On IBM z Systems, however, the corresponding instruction only accepts two operands as follows:

AR R2, R1

This instruction adds the value stored in register R1 with that in register R2 and then stores the result back to register R2. The instruction updates the 4-bit value condition code in the program status word (PSW) about the status of the operation and the overflow. There is no condition register on z Systems processors.

Note that the ARK and AGRK instructions on z Systems accept three operands when distinct operand facility is installed.

To ensure portability of the applications, code sections with inline assembly statements must be guarded with proper macros specific for z Systems. The list of all macros defined by IBM XL compiler can be acquired by compiling any piece of C codes with the –qshowmacros –P option. This emits all macro definitions to a preprocessed output.

Formation of an inline assembly statement

Inline assembly are statements embedded in C/C++ programs by the users to instruct the compiler to inline the specified assembler instructions into the generated codes. The major components of an inline assembly statement are as follows:

  • A keyword: asm, __asm, or __asm__ to mark the start of the assembly statement
  • An optional keyword volatile to inform the compiler of the volatileness of the assembly block
  • One or more assembler instructions, also called code-format-strings, to be inlined into the codes
  • An output operand list to display the output of the assembler instructions
  • An input operand list containing the input to the assembler instructions
  • An optional clobber list to inform the compiler about the registers, the condition code, and the memory affected by the assembler instructions

Figure 1 generalizes the major components of an inline assembly statement. You can find detailed information about the most major components in the later sections of this article.

Figure 1. Generalization of an inline assembly statement

Operands for assembler instructions of inline assembly statements

An inline assembly statement contains zero or more assembler instructions. Operands for the instructions, if any, must be either literals or parameters. When an operand is a parameter, it must come from the combined operand list. The parameter is identified with a % sign and its positional number, starting from zero, on the list. Figure 2 is a visualization of how operands are identified based on the output and input operand lists.

Figure 2. The combined operand list

Inline assembly demands that all connections to the rest of the program be established through the output and input operand lists. Direct reference to an external symbol without going through the operand lists is not supported.

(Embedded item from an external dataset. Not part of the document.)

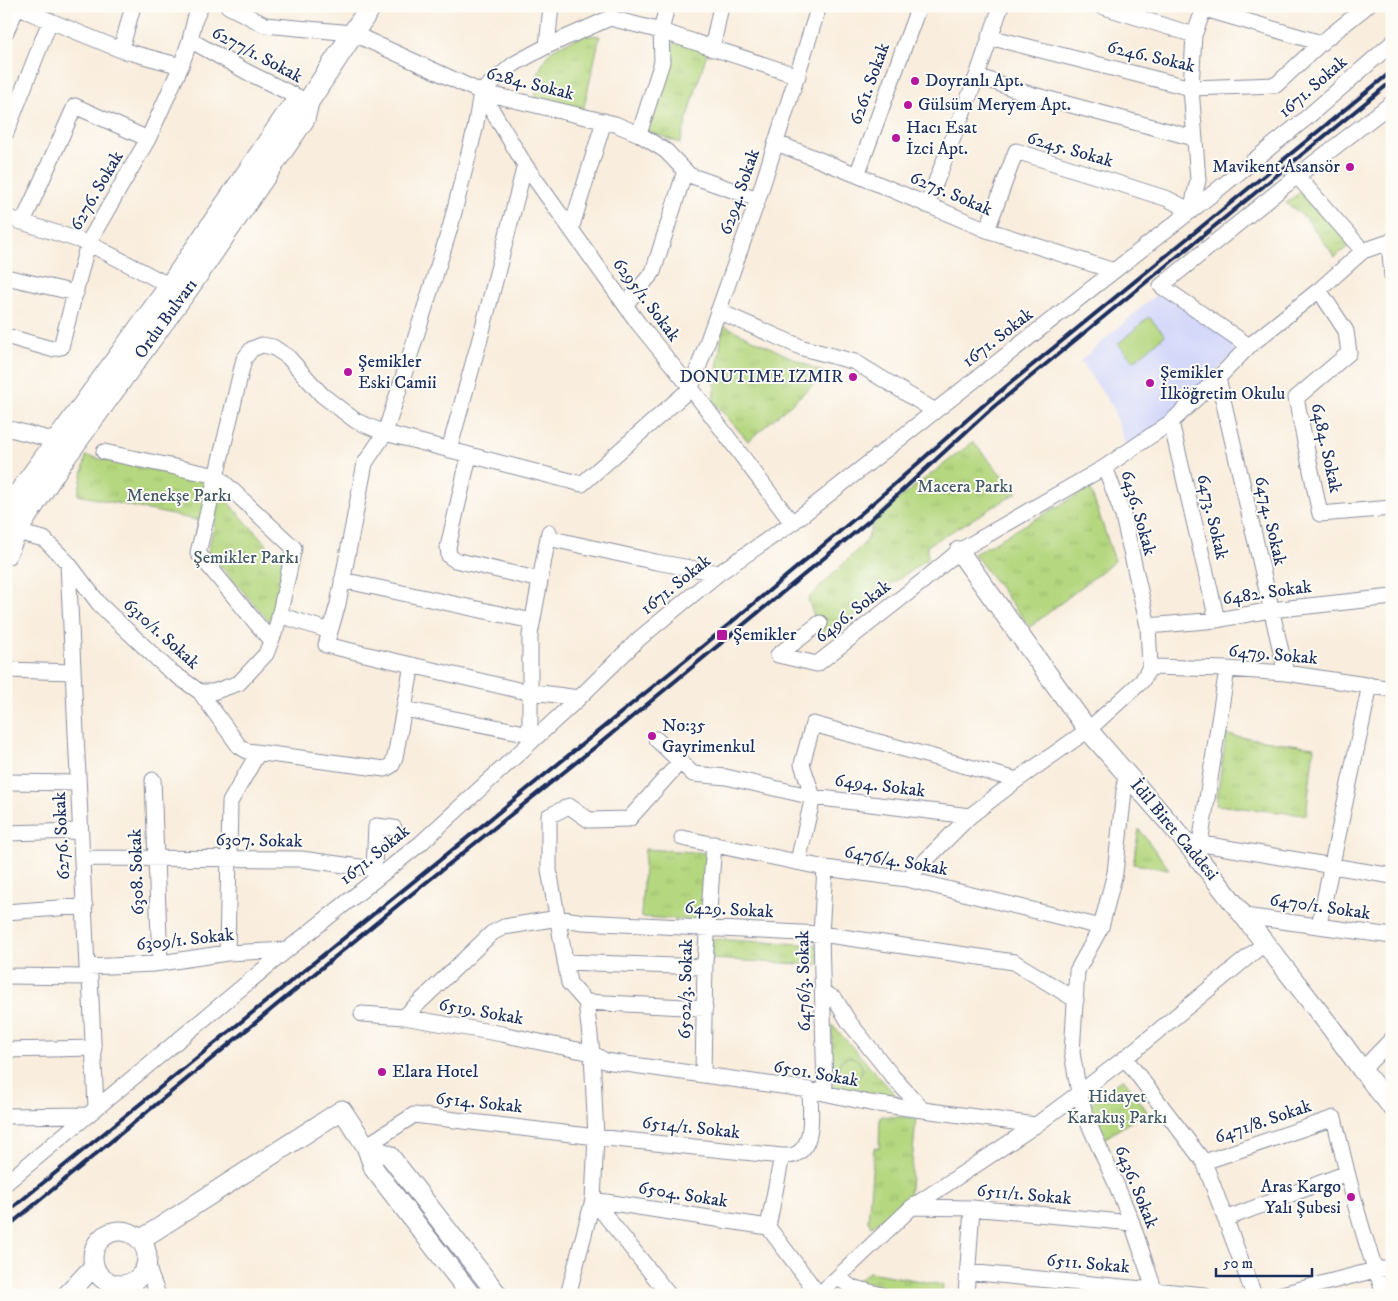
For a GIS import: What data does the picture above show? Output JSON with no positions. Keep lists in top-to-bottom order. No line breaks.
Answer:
{"streets":{"main road":["Ordu Bulvarı"],"street":["6277/1. Sokak","6246. Sokak","6284. Sokak","6261. Sokak","1671. Sokak","6245. Sokak","6276. Sokak","6294. Sokak","6275. Sokak","6295/1. Sokak","6484. Sokak","6436. Sokak","6473. Sokak","6474. Sokak","6482. Sokak","6496. Sokak","6310/1. Sokak","6479. Sokak","6494. Sokak","İdil Biret Caddesi","6307. Sokak","6476/4. Sokak","6308. Sokak","6470/1. Sokak","6429. Sokak","6309/1. Sokak","6476/3. Sokak","6502/3. Sokak","6519. Sokak","6501. Sokak","6514. Sokak","6471/8. Sokak","6514/1. Sokak","6504. Sokak","6511/1. Sokak","6511. Sokak"]},"crossings":[["6277/1. Sokak","6276. Sokak"],["6277/1. Sokak","Ordu Bulvarı"],["6284. Sokak","6294. Sokak"],["6284. Sokak","6295/1. Sokak"],["6284. Sokak","Ordu Bulvarı"],["6261. Sokak","6275. Sokak"],["1671. Sokak","6245. Sokak"],["1671. Sokak","6276. Sokak"],["1671. Sokak","6275. Sokak"],["1671. Sokak","6295/1. Sokak"],["1671. Sokak","6309/1. Sokak"],["6245. Sokak","6275. Sokak"],["6276. Sokak","6310/1. Sokak"],["6276. Sokak","6307. Sokak"],["6276. Sokak","6309/1. Sokak"],["6294. Sokak","6275. Sokak"],["6294. Sokak","6295/1. Sokak"],["Ordu Bulvarı","6310/1. Sokak"],["6484. Sokak","6436. Sokak"],["6436. Sokak","6473. Sokak"],["6436. Sokak","6474. Sokak"],["6436. Sokak","6482. Sokak"],["6436. Sokak","6479. Sokak"],["6436. Sokak","İdil Biret Caddesi"],["6436. Sokak","6476/4. Sokak"],["6436. Sokak","6429. Sokak"],["6436. Sokak","6511/1. Sokak"],["6436. Sokak","6511. Sokak"],["6473. Sokak","6482. Sokak"],["6474. Sokak","6482. Sokak"],["6474. Sokak","6479. Sokak"],["6496. Sokak","İdil Biret Caddesi"],["İdil Biret Caddesi","6470/1. Sokak"],["6307. Sokak","6308. Sokak"],["6476/4. Sokak","6476/3. Sokak"],["6476/4. Sokak","6502/3. Sokak"],["6308. Sokak","6309/1. Sokak"],["6429. Sokak","6476/3. Sokak"],["6429. Sokak","6502/3. Sokak"],["6429. Sokak","6519. Sokak"],["6476/3. Sokak","6501. Sokak"],["6476/3. Sokak","6514/1. Sokak"],["6502/3. Sokak","6501. Sokak"],["6519. Sokak","6501. Sokak"],["6514. Sokak","6514/1. Sokak"]],"parks":["Macera Parkı","Menekşe Parkı","Şemikler Parkı","Hidayet Karakuş Parkı"],"places":{"other":["Doyranlı Apt.","Gülsüm Meryem Apt.","Hacı Esat İzci Apt.","Mavikent Asansör","Şemikler Eski Camii","DONUTIME IZMIR","Şemikler İlköğretim Okulu","No:35 Gayrimenkul","Elara Hotel","Aras Kargo Yalı Şubesi"],"transit":["Şemikler"]},"scale_bar":"50 m"}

Compiler adds instructions to support user’s assembler instructions

Instead of users directly manipulating the assembler instructions in the codes, the inline assembly feature enables users to apply the required assembler instructions on the symbols in the operand list without the burden of arranging supporting operations. The compiler prepares the operations needed to facilitate the assembler instructions. For example, if the intended operation is to add two variables, then the user can call an add instruction (for instance, AR) with the two variables served as the two operands. Other tasks, such as selecting registers to perform the job, loading the values to the registers, storing back the values to memory locations after the completion of operations are handled by the compiler.

In the following listings, there are two versions of the same program: example01.c does not have an inline assembly statement and example02.c does have an inline assembly statement.

Listing 1. example01.c, a C program without an inline assembly statement
#include <stdio.h>
int main () {
   int array[] = { 1, 2, 3 };
   printf ( "array = [ %d, %d, %d ]\n", array[0], array[1], array[2]);
   printf ( "array = [ %d, %d, %d ]\n", array[0], array[1], array[2]);
   return 0;
}

Lines 4 and 5 of the example01.c program are identical. They are used in this example as markers to demonstrate the preparation done by the compiler when it handles inline assembly statements. The example02.c program is created by adding an inline assembly statement between lines 4 and 5 of example01.c. The statement uses an add instruction (AR) to add the value of array[2] to that of array[1].

Listing 2. exmple02.c, a C program with an inline assembly statement
#include <stdio.h>
int main () {
   int array[] = { 1, 2, 3 };
   printf ( "array = [ %d, %d, %d ]\n", array[0], array[1], array[2]);
   asm ("AR %0, %1 \n" 
       :"+r"(array[1]) 
       :"r"(array[2]) );
   printf ( "array = [ %d, %d, %d ]\n", array[0], array[1], array[2]);
   return 0;
}

AR instruction stores the sum of its operands to the first operand: It adds %0 (array[1]) with %1 (array[2]) and then stores the result back to %0 (array[1]). During runtime, example02.c should print out the array with the second element (array[1]) being 5, as demonstrated in Listing 3.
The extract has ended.